Barboza produces a podcast in Portuguese called Faxima focused exclusively on the lives of Brazilian housekeepers in New England, estimated to number over 10,000. Barboza said she has been in touch with large numbers of them.

Housekeepers
A 2017 survey by the Alliance determined that most housekeepers spend more than half their income on rent or mortgage and almost none have paid sick days or paid time off. And during this pandemic, said Heliosa Barboza, they “especially are not doing well.”
Phillip Martin, WGBH News

“The first week they were home, some people who employed the services, they agreed to pay.
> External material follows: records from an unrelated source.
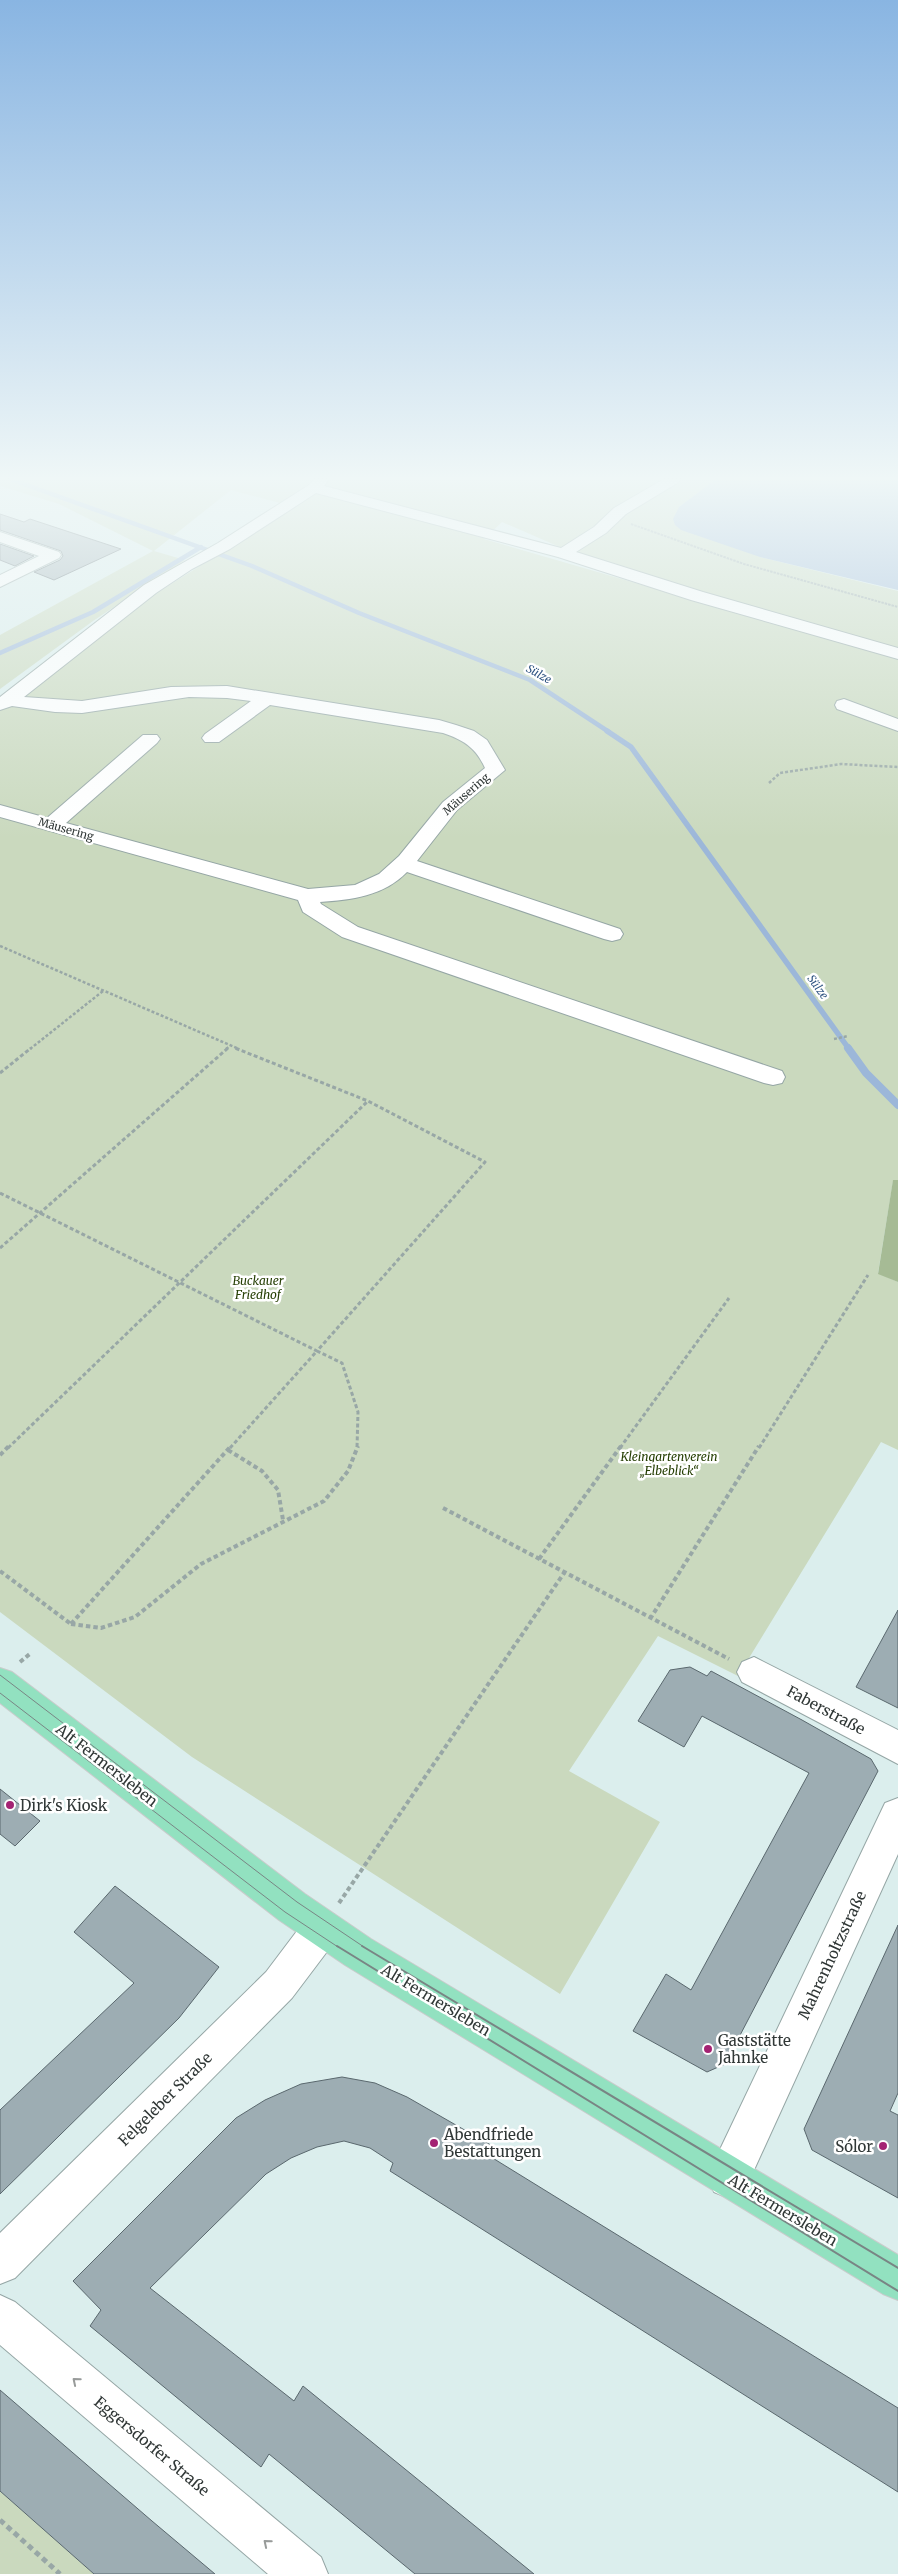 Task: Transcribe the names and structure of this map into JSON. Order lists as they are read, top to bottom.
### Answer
{
  "streets": {
    "main road": ["Alt Fermersleben"],
    "street": [
      "Mäusering",
      "Faberstraße",
      "Mahrenholtzstraße",
      "Felgeleber Straße",
      "Eggersdorfer Straße"
    ]
  },
  "crossings": [
    ["Alt Fermersleben", "Mahrenholtzstraße"],
    ["Alt Fermersleben", "Felgeleber Straße"]
  ],
  "one_way": ["Eggersdorfer Straße"],
  "water": ["Sülze"],
  "parks": ["Buckauer Friedhof", "Kleingartenverein „Elbeblick“"],
  "places": [
    "Dirk's Kiosk",
    "Gaststätte Jahnke",
    "Abendfriede Bestattungen",
    "Sólor"
  ]
}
The second week not much. And now the third week that they are home, most of [the customers] they are not paying.”

And why should they? That is a question some might ask. Why pay housekeepers, or anyone else for that matter, for work they are not doing? Michael Sandel, Harvard University professor of political philosophy, whose books on “moral reasoning” are among the top selling in the world, had an answer.

“I think that argument applies if we're talking about a purely transactional relationship with a large company,” he told WGBH News.

Sandel pointed out that if your health club closed or your flight was canceled because of the pandemic, you would not expect to pay for services you did not receive. But with a house cleaner, it's very different, he said.

“It's not a purely transactional relationship. It's a person, typically, who’s economically very vulnerable. And so, I see that is morally very different. And I think there is an obligation to continue paying the house cleaner, even though due to the pandemic, that person is not providing the service.”

But many people who own spas, gyms and restaurants may have had regularly scheduled housekeepers, but now their incomes have gone up in smoke. For example, 62 percent of restaurant owners report they have closed their businesses due to the pandemic.

Camilla said she knows some of her clients lost their jobs and are in no position to pay furloughed domestic workers. She said, “that’s totally understandable, you know.”

“I’m so blessed to have my husband still working,” she said. “He works for Market Basket. But the girls who works for me, they are not as lucky as me. And what I'm trying to do is: I still have three houses that want us to keep cleaning. And what I'm trying to do is send them to clean it. And that's the way I think I'm helping them.”

Sharon, the housekeeper in Cambridge, is now contemplating quitting the business altogether. She has diabetes and said that makes her susceptible to coronavirus. Housekeeping is now a more dangerous profession.

“I think just at this point I’m going to settle down and just keep a couple of people and not worry about it, 'cause nothing is going our way,” Sharon said.

But she said she is grateful for Moore and other long-time employers, clients and friends who have continued to support housekeepers as the pandemic rages on.

Correction: An earlier version of this story incorrectly stated how often Sharon usually cleans Julia Moore's home. She does so once per week.